Оборотень издал вопросительное: «Ур-р?», но в этот раз на него не обратили внимания.
— Что значит, не заплатят? — обиженно спросила одна из рож.
— Это что ж, мы зря весь вечер и ночь этих торгашей ловили?
— Да! — злорадно ответил главарь. — Ни золотого. Если вы что-то и получите за неповиновение, так это наказание! Так что вперёд!
Взгляды скрестились на Нильсе, которые сложил лапы перед мордочкой и состроил самый грустный взгляд на всём белом свете.
— Нет, ну это уже ни в какие ворота, — сказал один из гнусных, и остальные одобрительно загудели.
— Ай! Идиоты! — вскрикнул предводитель, брызгая слюной. Дёрганой походкой он подошёл к панде и занёс над головой медведя дубинку с вбитыми гвоздями. — Смотрите, как надо!..
Гнусные рожи потупили глаза и отвернулись, чтобы не видеть печального взгляда пушистого мишки, а предводитель хорошенько размахнулся и… с воплями поднялся в воздух, облепленный стаей летучих мышей.
Над Сточной улицей раздалось шипение: не бессильное шипение вампира-пацифиста, а громкое, оглушительное и зловещее, наводящее ужас на любого жителя северных лесов и скал. Рожи мгновенно сориентировались и разбежались.

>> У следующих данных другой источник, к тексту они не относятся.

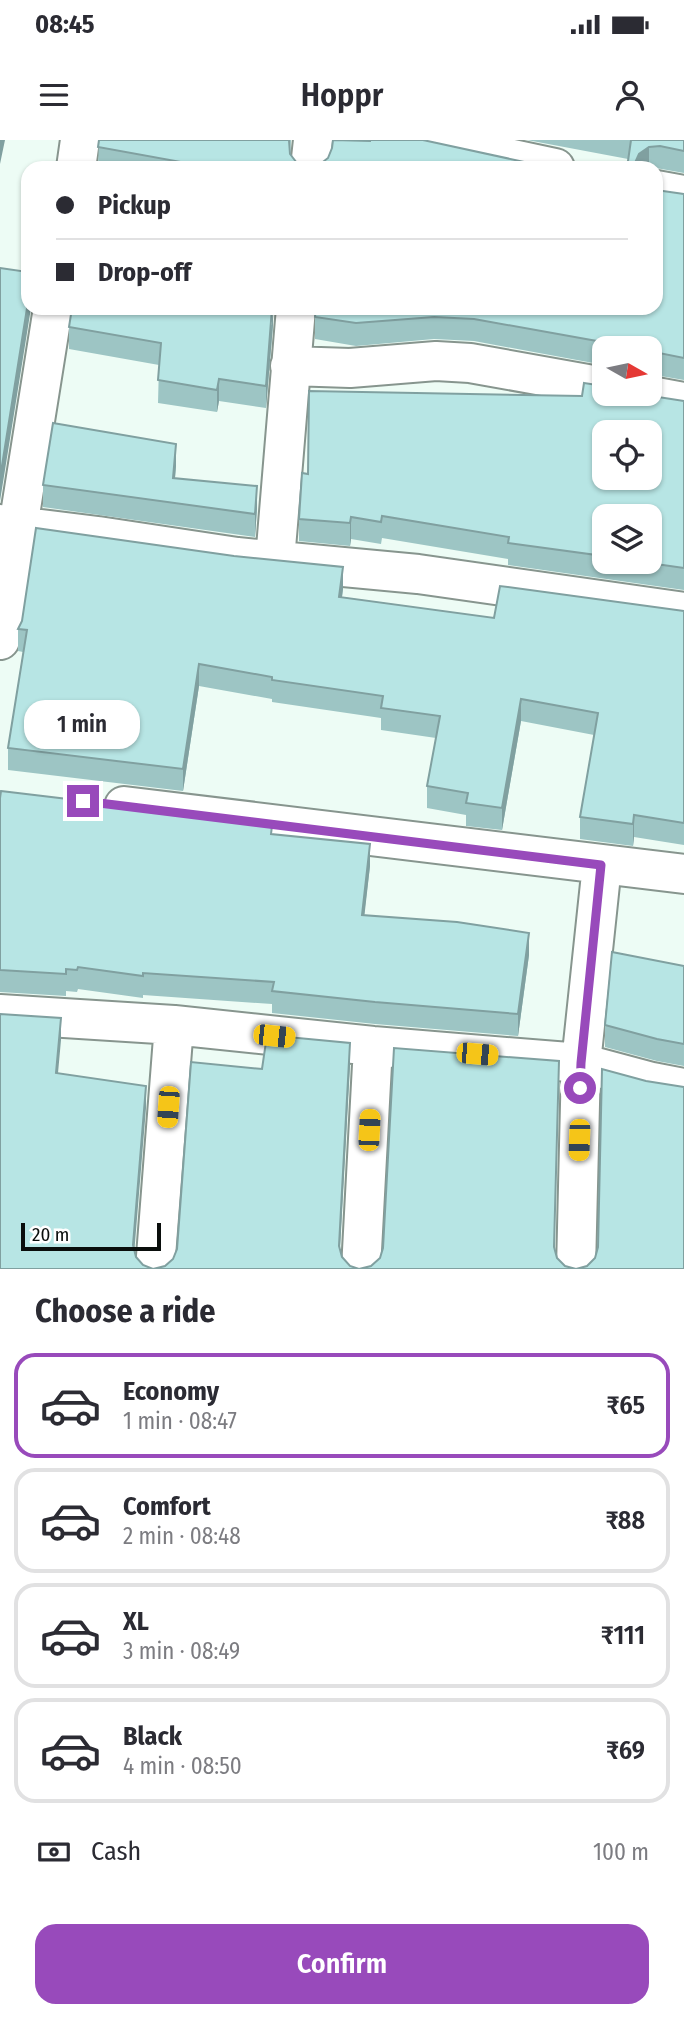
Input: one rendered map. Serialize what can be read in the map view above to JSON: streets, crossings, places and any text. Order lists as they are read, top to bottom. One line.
{"scale_bar":"20 m","north":"right","page":{"status":"08:45","header":"Hoppr","banner":["Pickup","Drop-off"],"bubble":"1 min","scale":"20 m","heading":"Choose a ride","list":[{"name":"Economy","note":"1 min · 08:47","value":"₹65"},{"name":"Comfort","note":"2 min · 08:48","value":"₹88"},{"name":"XL","note":"3 min · 08:49","value":"₹111"},{"name":"Black","note":"4 min · 08:50","value":"₹69"}],"pay":["Cash","100 m"],"buttons":"Confirm"}}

Нильс, неожиданно оставшийся в одиночестве, неуклюже перекатился и встал на задние лапы. Он приготовился к худшему и спасения не ждал, и потому был озадачен. Вопли бандита где-то вверху отдалялись и становились всё тише. Нильс огляделся, принюхался, с тоской посмотрел в тёмное небо, громко фыркнул и поковылял вслед за напарником.
— Не надо! Пожалуйста, не надо! Не кусай меня! — далеко разносилось над высокими крышами Брунегена, и Нильс гадал, насколько ужасными будут завтрашние слухи.

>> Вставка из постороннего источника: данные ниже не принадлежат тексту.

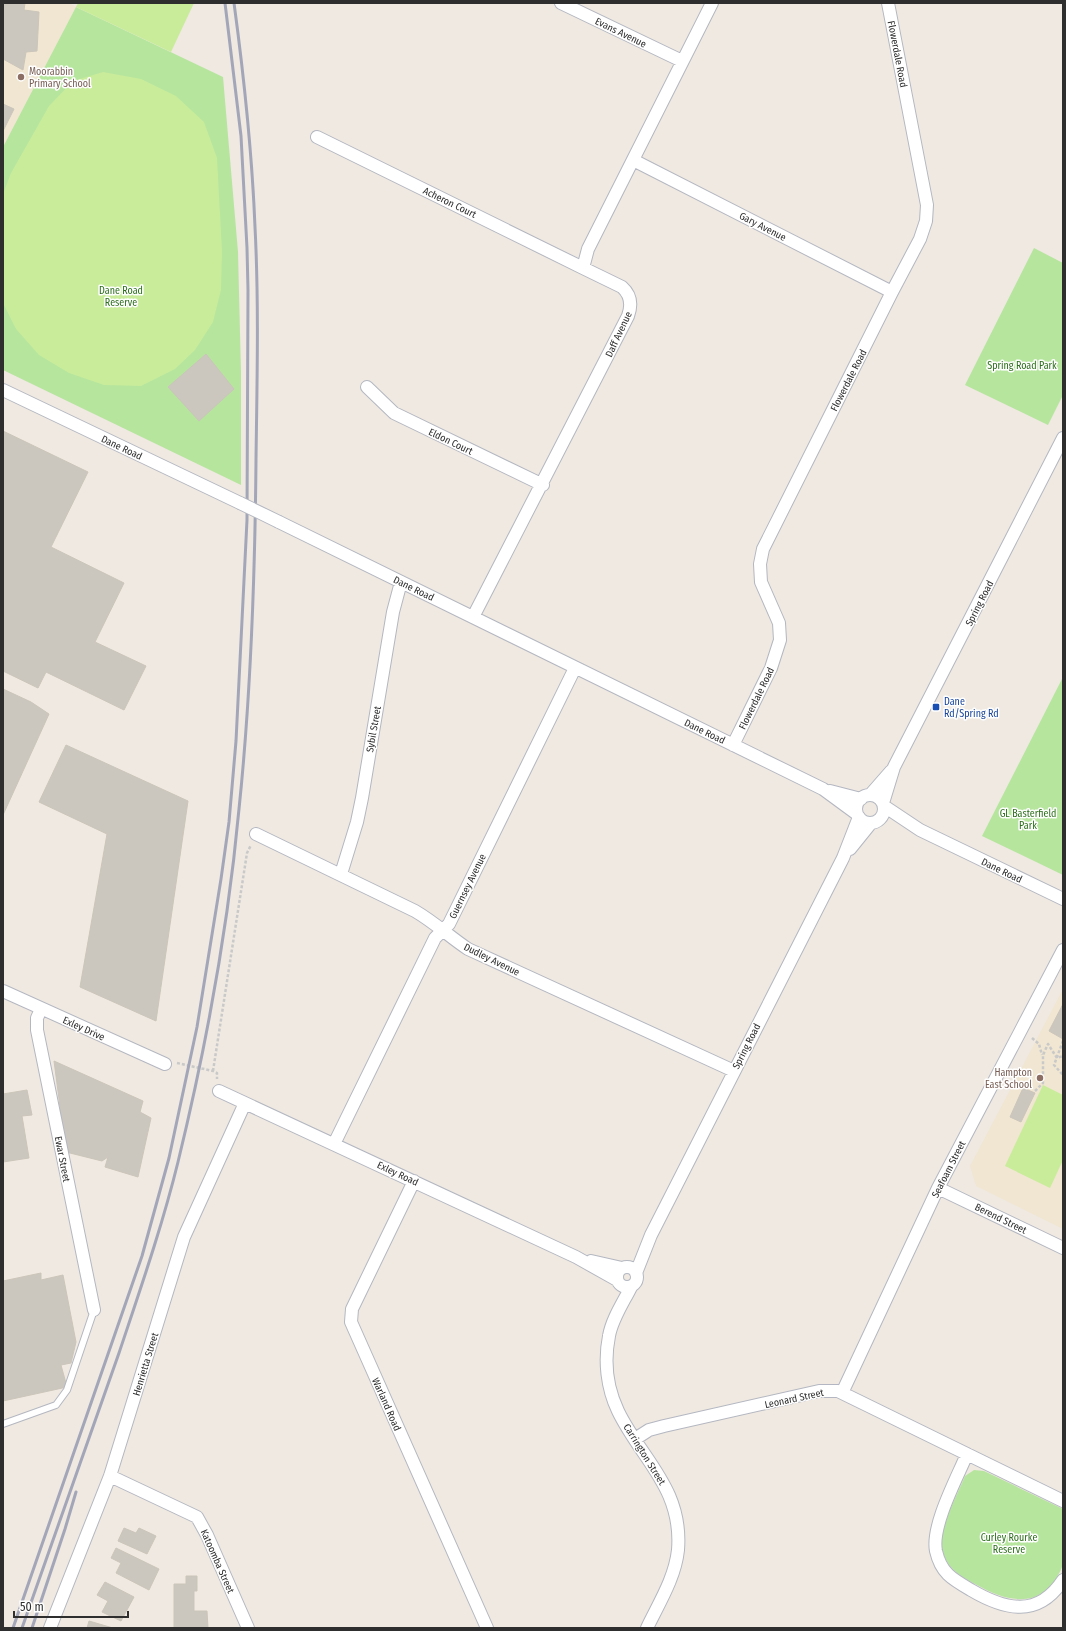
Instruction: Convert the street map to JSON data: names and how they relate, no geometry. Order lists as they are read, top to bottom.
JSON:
{
  "streets": {
    "street": [
      "Evans Avenue",
      "Flowerdale Road",
      "Acheron Court",
      "Gary Avenue",
      "Daff Avenue",
      "Eldon Court",
      "Dane Road",
      "Spring Road",
      "Sybil Street",
      "Guernsey Avenue",
      "Dudley Avenue",
      "Exley Drive",
      "Ewar Street",
      "Seafoam Street",
      "Exley Road",
      "Berend Street",
      "Henrietta Street",
      "Leonard Street",
      "Warland Road",
      "Carrington Street",
      "Katoomba Street"
    ]
  },
  "crossings": [
    ["Flowerdale Road", "Gary Avenue"],
    ["Flowerdale Road", "Dane Road"],
    ["Acheron Court", "Daff Avenue"],
    ["Daff Avenue", "Eldon Court"],
    ["Daff Avenue", "Dane Road"],
    ["Dane Road", "Spring Road"],
    ["Dane Road", "Sybil Street"],
    ["Dane Road", "Guernsey Avenue"],
    ["Spring Road", "Dudley Avenue"],
    ["Spring Road", "Exley Road"],
    ["Spring Road", "Carrington Street"],
    ["Sybil Street", "Dudley Avenue"],
    ["Guernsey Avenue", "Dudley Avenue"],
    ["Guernsey Avenue", "Exley Road"],
    ["Exley Drive", "Ewar Street"],
    ["Seafoam Street", "Berend Street"],
    ["Seafoam Street", "Leonard Street"],
    ["Exley Road", "Henrietta Street"],
    ["Exley Road", "Warland Road"],
    ["Exley Road", "Carrington Street"],
    ["Henrietta Street", "Katoomba Street"],
    ["Leonard Street", "Carrington Street"]
  ],
  "parks": [
    "Dane Road Reserve",
    "Spring Road Park",
    "GL Basterfield Park",
    "Curley Rourke Reserve"
  ],
  "places": {
    "other": ["Moorabbin Primary School", "Hampton East School"],
    "transit": ["Dane Rd/Spring Rd"]
  },
  "scale_bar": "50 m"
}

Шерсть на лапах и животе панды покрылась слоем липкой вонючей грязи. Во многом из-за этого Нильс не любил обращаться в черте города, но сейчас было не до личной гигиены: медведь упорно бежал (хотя верней будет сказать «переваливался») вслед за безнадёжно удалявшимися воплями. Он пыхтел, урчал, шумно сопел, но никак не мог двигаться быстрее Виго. Нильс уже проклял всё на свете и чувствовал, как к нему в виде предательской слабости конечностей подкрадывается отчаяние, когда увидел впереди острый шпиль заброшенной башни с часами, стрелки которых остановились на без четверти двенадцатого.
В стенах строения зияли проломы (кто-то явно прельстился дармовыми строительными материалами, и по цвету кирпичных «заплаток» на стенах близлежащих домов можно было понять, кто), крыша лишилась большинства черепицы, а в гнёздах на стрелках вылупилось и выросло не одно поколение голубей, но башня всё ещё стояла. По крайней мере, пока.
Нильс заметил, как кричащий вихрь скрылся в одном из широких окон, и поспешил туда изо всех своих немногих пандовых сил.
Забраться в башню оказалось не так уж просто: вход был завален грудой битого камня. Нильс несколько раз пытался её штурмовать, но неизменно скатывался и смешно плюхался у подножия. Какое-то время он просидел, раздумывая, стоит ли боль, сопровождающая перерождение обратно в человека, выигрыша в подвижности — и со вздохом понял, что всё-таки стоит.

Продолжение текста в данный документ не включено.